----- EXTRACTED DATA -----

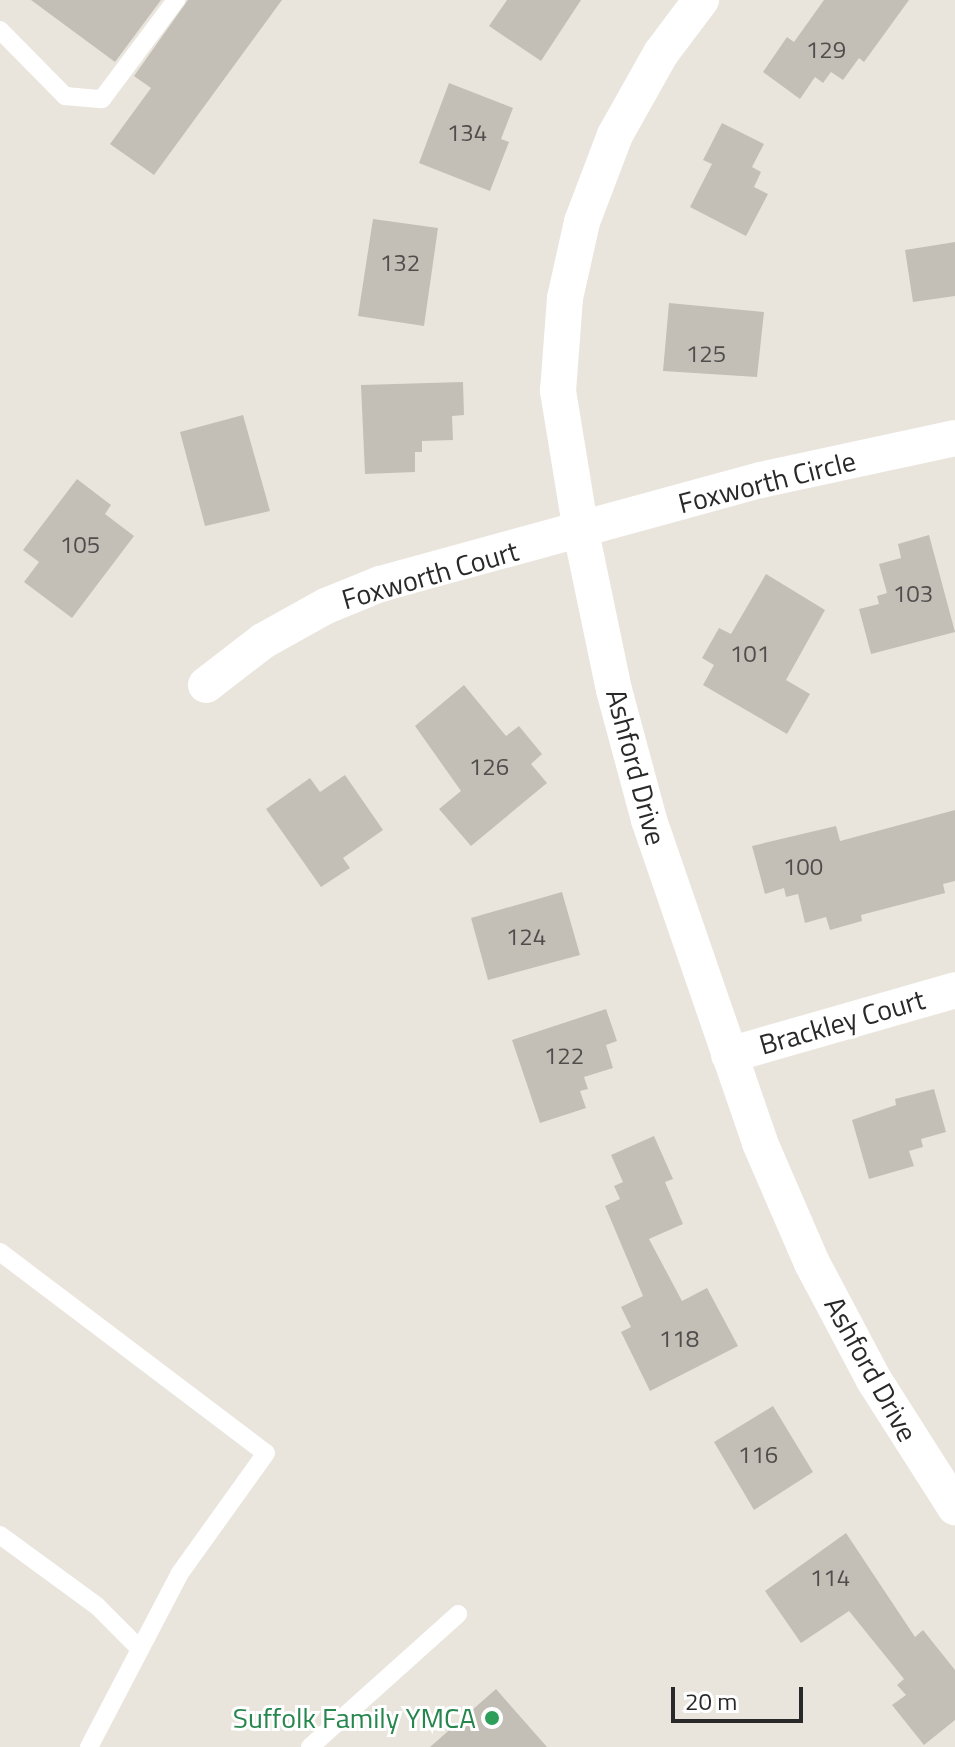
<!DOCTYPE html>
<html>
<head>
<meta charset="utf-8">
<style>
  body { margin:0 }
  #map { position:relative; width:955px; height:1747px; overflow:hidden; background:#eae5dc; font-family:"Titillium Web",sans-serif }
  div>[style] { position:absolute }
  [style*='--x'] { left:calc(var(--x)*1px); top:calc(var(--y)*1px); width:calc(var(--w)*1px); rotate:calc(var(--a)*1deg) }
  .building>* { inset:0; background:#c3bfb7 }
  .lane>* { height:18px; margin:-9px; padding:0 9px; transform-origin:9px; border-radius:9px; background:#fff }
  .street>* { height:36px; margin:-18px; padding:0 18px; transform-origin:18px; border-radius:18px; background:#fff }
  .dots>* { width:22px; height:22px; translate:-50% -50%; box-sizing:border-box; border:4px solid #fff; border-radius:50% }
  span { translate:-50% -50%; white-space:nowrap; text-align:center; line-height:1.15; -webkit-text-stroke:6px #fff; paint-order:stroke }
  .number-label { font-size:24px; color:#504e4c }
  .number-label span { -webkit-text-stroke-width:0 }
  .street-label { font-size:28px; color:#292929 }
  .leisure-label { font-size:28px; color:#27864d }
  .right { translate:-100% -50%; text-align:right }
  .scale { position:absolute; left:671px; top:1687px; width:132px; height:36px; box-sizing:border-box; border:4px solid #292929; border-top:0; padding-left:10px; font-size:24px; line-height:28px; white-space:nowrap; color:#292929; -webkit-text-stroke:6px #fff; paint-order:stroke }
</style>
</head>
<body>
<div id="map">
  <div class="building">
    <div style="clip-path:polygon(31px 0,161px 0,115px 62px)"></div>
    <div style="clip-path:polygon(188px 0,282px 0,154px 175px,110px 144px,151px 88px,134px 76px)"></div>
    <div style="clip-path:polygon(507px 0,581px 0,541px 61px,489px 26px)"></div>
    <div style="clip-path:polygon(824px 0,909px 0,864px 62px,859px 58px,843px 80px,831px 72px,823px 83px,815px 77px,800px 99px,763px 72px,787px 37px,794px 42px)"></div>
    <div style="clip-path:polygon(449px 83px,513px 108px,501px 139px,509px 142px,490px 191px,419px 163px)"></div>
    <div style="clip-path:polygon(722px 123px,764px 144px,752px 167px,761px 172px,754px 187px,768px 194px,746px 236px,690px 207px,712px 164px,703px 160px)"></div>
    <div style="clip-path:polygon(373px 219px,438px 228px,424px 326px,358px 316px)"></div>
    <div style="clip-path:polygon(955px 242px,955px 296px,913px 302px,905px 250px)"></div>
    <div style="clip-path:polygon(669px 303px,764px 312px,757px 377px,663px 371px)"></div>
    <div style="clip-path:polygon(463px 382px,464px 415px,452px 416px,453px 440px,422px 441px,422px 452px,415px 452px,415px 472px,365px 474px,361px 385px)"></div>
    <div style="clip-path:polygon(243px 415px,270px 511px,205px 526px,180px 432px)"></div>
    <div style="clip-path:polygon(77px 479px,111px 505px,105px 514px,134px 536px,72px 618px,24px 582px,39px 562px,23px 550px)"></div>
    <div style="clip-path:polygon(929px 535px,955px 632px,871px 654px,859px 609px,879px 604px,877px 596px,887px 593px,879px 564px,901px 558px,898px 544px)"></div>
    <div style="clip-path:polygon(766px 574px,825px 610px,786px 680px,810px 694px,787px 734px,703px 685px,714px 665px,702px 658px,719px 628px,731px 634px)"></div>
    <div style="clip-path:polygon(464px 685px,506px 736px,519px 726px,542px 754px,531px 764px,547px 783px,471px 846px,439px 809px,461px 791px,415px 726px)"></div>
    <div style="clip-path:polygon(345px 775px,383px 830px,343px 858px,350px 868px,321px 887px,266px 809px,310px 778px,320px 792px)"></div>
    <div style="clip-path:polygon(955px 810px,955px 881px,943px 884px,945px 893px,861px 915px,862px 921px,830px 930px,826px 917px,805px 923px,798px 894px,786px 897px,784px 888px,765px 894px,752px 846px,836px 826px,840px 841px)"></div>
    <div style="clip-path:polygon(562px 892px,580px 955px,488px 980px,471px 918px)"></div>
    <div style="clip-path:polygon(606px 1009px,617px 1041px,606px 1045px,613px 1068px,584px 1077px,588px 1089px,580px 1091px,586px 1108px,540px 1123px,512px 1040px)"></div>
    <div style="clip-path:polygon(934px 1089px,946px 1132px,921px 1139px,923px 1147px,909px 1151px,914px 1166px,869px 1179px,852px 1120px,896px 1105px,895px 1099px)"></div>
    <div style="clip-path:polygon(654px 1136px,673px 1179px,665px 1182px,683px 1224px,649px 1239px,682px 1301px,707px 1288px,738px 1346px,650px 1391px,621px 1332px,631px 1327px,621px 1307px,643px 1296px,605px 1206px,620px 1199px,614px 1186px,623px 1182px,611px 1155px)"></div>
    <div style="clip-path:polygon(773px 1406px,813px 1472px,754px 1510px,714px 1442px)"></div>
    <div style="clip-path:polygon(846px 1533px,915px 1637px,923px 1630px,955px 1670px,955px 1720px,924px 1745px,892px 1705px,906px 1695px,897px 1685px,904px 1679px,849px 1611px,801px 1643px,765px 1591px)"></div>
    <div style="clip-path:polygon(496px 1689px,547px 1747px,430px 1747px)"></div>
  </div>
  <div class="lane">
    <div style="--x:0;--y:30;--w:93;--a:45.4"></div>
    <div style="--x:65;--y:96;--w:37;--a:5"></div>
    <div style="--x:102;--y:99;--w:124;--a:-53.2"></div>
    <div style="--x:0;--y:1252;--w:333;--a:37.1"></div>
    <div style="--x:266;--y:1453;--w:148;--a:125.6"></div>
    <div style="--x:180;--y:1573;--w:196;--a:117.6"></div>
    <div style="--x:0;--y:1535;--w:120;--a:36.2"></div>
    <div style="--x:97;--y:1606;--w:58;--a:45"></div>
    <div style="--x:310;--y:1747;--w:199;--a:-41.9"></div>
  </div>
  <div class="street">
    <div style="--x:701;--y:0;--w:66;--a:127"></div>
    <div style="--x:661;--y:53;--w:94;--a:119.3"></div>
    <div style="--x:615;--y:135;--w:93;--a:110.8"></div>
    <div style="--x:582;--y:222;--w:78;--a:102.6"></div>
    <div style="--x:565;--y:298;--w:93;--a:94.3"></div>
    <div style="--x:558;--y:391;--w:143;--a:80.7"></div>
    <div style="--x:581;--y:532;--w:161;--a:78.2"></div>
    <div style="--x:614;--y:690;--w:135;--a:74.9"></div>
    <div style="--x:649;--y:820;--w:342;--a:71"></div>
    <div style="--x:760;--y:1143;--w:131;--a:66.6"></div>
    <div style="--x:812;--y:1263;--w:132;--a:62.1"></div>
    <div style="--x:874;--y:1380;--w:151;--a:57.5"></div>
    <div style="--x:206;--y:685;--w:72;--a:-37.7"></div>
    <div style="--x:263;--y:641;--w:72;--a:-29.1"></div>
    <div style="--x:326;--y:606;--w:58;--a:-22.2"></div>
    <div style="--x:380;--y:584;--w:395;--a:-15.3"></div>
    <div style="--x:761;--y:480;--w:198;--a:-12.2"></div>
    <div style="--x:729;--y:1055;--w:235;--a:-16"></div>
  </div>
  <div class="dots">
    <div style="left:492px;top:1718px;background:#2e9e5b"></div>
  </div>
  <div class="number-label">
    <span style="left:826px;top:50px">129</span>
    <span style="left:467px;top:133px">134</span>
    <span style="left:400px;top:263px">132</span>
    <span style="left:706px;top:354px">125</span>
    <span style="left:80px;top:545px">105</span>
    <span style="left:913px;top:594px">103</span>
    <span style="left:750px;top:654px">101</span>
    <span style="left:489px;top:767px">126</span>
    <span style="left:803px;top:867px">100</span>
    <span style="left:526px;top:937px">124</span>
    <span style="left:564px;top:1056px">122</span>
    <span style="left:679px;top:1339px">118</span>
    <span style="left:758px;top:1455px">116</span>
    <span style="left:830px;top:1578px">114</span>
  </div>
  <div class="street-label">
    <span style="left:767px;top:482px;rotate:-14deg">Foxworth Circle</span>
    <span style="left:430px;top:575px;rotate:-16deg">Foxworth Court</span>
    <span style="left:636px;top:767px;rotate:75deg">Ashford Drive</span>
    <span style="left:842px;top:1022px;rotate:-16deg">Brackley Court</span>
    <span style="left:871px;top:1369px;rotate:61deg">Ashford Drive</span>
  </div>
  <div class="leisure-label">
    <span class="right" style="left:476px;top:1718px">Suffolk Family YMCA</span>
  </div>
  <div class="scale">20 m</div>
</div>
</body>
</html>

-----
----- EXTRACTED DATA -----

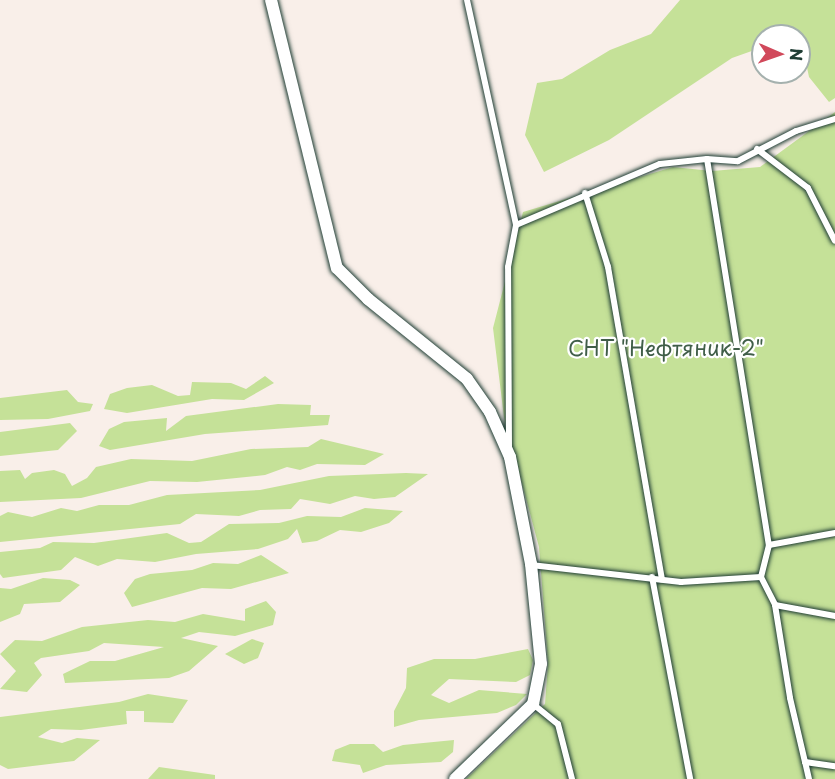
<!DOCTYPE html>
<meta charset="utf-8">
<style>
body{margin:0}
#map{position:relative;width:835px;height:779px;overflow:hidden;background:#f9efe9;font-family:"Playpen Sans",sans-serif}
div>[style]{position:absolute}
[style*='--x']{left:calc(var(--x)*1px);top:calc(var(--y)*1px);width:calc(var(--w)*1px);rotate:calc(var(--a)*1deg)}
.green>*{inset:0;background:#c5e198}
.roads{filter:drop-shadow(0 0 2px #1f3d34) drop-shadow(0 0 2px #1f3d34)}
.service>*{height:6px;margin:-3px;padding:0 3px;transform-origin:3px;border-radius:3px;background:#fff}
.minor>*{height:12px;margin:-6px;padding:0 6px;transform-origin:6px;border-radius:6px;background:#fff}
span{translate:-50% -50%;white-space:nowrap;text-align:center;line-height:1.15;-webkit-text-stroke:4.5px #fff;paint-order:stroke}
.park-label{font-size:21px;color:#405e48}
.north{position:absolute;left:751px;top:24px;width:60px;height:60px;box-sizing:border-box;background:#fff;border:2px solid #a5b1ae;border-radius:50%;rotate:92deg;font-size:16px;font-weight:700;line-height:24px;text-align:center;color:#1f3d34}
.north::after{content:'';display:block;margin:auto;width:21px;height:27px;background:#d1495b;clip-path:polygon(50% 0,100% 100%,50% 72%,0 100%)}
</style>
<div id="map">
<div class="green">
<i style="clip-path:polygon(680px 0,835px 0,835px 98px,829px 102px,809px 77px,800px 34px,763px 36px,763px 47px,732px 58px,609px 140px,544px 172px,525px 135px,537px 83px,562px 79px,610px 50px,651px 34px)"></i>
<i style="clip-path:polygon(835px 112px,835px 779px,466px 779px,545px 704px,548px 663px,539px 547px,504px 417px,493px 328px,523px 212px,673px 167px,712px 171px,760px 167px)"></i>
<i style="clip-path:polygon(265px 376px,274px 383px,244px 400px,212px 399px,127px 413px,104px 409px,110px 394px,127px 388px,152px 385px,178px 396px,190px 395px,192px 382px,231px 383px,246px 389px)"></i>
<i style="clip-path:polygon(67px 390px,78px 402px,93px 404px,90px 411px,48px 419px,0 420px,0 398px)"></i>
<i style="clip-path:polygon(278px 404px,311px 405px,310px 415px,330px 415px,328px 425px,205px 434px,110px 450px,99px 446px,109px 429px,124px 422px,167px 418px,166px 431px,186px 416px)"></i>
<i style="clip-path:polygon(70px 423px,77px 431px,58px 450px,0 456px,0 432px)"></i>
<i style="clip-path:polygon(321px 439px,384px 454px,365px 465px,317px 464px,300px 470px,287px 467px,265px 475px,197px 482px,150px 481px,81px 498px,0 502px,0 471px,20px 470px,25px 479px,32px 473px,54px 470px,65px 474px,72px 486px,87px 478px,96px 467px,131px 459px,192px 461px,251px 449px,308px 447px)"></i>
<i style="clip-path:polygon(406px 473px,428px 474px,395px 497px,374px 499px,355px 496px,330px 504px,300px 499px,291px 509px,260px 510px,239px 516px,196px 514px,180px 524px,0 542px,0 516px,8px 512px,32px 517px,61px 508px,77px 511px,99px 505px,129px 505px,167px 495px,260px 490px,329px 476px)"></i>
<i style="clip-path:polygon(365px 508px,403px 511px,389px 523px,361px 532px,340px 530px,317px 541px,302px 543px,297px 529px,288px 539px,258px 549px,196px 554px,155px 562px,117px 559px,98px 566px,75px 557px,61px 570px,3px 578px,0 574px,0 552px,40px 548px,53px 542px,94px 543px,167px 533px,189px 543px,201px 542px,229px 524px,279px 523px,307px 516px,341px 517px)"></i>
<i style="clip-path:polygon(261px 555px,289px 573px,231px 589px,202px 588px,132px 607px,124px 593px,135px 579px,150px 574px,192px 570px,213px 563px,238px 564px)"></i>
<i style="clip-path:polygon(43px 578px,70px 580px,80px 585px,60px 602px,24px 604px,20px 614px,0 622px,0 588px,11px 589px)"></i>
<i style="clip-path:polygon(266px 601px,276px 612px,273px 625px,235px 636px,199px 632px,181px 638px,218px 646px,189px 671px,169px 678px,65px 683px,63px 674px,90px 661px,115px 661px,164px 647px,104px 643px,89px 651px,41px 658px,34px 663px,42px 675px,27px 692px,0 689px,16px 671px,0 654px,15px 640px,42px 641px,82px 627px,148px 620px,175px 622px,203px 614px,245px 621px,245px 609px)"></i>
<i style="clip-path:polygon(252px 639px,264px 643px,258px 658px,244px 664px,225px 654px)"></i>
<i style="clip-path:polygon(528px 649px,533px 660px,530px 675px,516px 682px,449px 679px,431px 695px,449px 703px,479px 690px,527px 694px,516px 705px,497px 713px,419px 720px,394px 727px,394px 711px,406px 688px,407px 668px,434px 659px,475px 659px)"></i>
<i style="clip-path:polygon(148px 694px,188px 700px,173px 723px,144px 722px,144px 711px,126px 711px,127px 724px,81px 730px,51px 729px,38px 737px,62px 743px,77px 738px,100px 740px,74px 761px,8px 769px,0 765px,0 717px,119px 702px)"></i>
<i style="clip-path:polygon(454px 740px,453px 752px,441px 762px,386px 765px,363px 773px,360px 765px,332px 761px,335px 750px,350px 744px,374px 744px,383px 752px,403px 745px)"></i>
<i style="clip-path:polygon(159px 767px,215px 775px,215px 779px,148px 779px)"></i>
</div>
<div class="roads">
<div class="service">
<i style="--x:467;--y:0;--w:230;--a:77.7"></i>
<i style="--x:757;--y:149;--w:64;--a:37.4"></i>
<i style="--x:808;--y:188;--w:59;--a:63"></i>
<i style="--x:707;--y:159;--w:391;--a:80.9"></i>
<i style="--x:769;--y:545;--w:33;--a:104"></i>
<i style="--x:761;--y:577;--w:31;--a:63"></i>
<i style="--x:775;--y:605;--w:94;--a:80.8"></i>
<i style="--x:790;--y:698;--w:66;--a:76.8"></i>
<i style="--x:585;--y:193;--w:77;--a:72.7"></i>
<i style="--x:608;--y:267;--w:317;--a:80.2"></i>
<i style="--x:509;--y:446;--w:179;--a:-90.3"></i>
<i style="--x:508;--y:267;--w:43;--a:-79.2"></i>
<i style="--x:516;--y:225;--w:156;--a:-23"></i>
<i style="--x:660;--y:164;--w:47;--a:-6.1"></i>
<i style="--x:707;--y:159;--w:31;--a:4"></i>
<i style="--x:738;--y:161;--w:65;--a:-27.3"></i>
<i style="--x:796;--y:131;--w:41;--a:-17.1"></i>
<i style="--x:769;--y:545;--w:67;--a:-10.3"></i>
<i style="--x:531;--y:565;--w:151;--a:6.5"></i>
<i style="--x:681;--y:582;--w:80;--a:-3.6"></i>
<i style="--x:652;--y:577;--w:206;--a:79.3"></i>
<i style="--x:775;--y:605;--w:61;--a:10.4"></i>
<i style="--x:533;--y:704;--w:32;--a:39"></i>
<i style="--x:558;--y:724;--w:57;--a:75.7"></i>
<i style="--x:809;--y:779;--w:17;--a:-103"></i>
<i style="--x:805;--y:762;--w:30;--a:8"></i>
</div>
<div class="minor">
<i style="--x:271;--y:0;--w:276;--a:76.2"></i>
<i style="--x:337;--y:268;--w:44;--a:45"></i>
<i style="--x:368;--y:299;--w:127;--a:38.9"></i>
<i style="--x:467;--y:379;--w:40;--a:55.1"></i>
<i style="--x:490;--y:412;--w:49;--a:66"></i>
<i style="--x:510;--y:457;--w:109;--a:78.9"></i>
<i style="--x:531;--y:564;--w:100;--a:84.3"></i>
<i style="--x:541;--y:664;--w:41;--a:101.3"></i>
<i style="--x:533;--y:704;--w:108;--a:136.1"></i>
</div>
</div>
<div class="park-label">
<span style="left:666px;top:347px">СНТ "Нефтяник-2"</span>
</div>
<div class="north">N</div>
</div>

-----

TRY IT: With the line holding "1136px,673px 1179px,665px 1182px,683px" as the first and the line holding "1406px,813px 1472px,754px 1510px,714px" as the last, set down that range of the entries above exactly, and nothing else.

RESULT:
    <div style="clip-path:polygon(654px 1136px,673px 1179px,665px 1182px,683px 1224px,649px 1239px,682px 1301px,707px 1288px,738px 1346px,650px 1391px,621px 1332px,631px 1327px,621px 1307px,643px 1296px,605px 1206px,620px 1199px,614px 1186px,623px 1182px,611px 1155px)"></div>
    <div style="clip-path:polygon(773px 1406px,813px 1472px,754px 1510px,714px 1442px)"></div>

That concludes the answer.